⟨

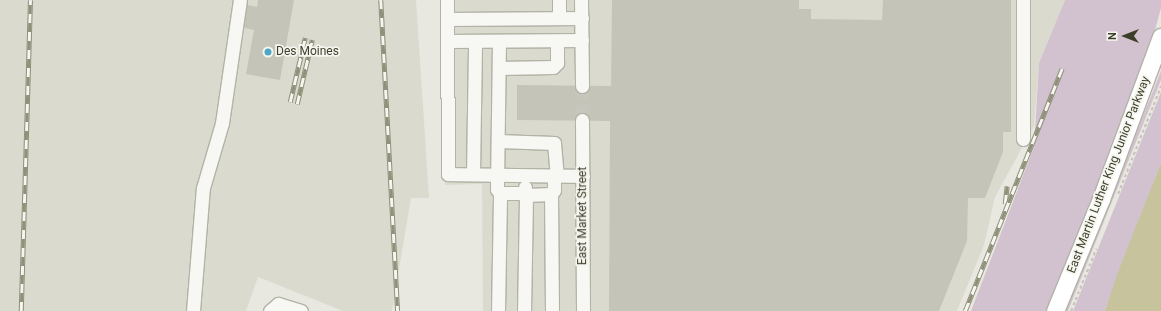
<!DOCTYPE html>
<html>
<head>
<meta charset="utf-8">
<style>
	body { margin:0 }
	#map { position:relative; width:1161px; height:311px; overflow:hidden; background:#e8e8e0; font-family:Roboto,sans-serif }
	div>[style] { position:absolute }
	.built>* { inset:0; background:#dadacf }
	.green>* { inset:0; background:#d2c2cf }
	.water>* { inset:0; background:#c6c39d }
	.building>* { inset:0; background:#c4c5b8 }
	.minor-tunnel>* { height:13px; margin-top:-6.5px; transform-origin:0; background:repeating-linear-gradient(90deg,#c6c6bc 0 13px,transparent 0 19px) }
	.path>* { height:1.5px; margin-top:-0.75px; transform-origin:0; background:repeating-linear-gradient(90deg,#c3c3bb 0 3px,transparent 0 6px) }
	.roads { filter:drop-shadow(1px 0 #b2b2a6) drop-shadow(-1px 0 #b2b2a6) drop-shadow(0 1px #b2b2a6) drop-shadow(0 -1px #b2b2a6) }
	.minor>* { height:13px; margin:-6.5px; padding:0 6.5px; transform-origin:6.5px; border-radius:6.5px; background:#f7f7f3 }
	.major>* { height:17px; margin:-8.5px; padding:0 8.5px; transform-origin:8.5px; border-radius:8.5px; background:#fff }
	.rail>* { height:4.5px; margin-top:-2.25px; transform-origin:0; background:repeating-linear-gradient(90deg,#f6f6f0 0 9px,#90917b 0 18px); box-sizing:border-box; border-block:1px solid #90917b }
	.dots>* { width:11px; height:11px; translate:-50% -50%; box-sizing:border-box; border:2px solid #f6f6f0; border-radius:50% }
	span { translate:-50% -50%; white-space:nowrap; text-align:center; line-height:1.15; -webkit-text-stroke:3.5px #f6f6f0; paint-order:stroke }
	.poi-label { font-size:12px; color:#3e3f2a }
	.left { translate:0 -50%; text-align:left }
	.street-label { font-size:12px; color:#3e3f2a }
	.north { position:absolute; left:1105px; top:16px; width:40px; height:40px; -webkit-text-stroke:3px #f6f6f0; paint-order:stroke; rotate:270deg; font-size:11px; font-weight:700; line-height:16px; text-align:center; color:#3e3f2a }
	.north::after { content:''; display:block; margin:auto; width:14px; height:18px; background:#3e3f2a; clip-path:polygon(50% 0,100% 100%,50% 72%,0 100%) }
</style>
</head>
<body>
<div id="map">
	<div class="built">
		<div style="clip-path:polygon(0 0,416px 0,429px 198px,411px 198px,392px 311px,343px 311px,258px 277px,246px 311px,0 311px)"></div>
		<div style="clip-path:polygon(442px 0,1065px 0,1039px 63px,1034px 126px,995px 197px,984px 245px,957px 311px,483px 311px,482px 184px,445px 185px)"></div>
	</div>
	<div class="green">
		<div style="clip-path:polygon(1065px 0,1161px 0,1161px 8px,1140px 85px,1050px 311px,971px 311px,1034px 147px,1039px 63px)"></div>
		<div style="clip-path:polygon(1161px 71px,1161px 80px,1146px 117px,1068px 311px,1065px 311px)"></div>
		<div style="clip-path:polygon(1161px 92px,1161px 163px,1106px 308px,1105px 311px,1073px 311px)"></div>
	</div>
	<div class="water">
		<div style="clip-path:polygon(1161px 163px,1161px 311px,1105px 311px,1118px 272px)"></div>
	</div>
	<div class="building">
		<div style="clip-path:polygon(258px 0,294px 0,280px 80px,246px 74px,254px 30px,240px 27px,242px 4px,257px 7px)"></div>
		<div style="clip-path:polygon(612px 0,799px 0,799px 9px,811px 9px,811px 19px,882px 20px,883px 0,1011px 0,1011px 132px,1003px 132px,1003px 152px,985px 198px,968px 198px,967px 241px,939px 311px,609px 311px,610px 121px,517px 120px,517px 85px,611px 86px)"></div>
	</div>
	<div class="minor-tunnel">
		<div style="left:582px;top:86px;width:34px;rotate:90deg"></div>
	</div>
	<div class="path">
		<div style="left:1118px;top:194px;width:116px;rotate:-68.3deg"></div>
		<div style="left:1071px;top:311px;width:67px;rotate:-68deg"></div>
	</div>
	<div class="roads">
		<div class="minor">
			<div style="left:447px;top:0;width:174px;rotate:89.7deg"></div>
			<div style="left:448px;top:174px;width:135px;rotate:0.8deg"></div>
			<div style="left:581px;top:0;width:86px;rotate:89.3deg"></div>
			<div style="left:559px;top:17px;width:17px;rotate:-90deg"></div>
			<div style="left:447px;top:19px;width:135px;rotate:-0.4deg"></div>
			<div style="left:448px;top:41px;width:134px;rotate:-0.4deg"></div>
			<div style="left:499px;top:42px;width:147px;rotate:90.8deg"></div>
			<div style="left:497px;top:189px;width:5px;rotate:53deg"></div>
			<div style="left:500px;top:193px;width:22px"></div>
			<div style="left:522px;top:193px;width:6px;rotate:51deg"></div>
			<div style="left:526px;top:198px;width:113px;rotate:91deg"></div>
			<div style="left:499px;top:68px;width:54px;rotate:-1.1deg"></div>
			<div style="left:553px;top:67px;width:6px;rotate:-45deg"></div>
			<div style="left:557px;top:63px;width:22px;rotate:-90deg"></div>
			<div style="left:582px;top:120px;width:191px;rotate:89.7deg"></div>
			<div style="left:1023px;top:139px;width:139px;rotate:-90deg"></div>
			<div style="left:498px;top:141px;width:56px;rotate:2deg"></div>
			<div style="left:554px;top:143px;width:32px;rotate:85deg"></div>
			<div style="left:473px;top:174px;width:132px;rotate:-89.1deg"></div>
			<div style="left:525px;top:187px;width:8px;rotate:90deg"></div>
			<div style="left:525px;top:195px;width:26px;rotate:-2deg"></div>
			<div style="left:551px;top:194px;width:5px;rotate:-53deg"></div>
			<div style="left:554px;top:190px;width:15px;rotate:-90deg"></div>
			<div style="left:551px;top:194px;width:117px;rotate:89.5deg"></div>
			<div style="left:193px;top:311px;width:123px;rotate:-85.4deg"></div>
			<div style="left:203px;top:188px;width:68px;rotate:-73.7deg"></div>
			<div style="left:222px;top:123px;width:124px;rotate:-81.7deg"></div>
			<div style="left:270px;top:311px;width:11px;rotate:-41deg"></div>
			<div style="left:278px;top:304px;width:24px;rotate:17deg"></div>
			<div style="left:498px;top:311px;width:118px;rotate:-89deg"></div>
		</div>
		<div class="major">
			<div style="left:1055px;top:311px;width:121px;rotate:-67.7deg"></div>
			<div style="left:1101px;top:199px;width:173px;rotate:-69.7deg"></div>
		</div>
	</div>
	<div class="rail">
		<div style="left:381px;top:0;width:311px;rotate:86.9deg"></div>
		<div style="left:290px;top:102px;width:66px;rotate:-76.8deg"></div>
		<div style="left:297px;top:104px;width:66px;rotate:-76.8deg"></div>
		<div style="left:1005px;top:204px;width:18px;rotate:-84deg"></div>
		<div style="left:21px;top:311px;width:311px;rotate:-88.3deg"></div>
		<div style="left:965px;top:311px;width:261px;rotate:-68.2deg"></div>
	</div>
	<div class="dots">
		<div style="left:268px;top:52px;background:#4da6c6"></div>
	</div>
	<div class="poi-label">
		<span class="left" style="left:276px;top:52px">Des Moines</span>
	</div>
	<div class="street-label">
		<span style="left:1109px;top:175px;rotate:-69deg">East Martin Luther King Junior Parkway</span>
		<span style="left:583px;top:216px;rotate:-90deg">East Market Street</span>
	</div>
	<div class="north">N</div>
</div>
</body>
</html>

⟩

* **WORK REQUEST**
Count the lines in the records above that contain the word "roads", and give only that number.

* **OUTPUT**
2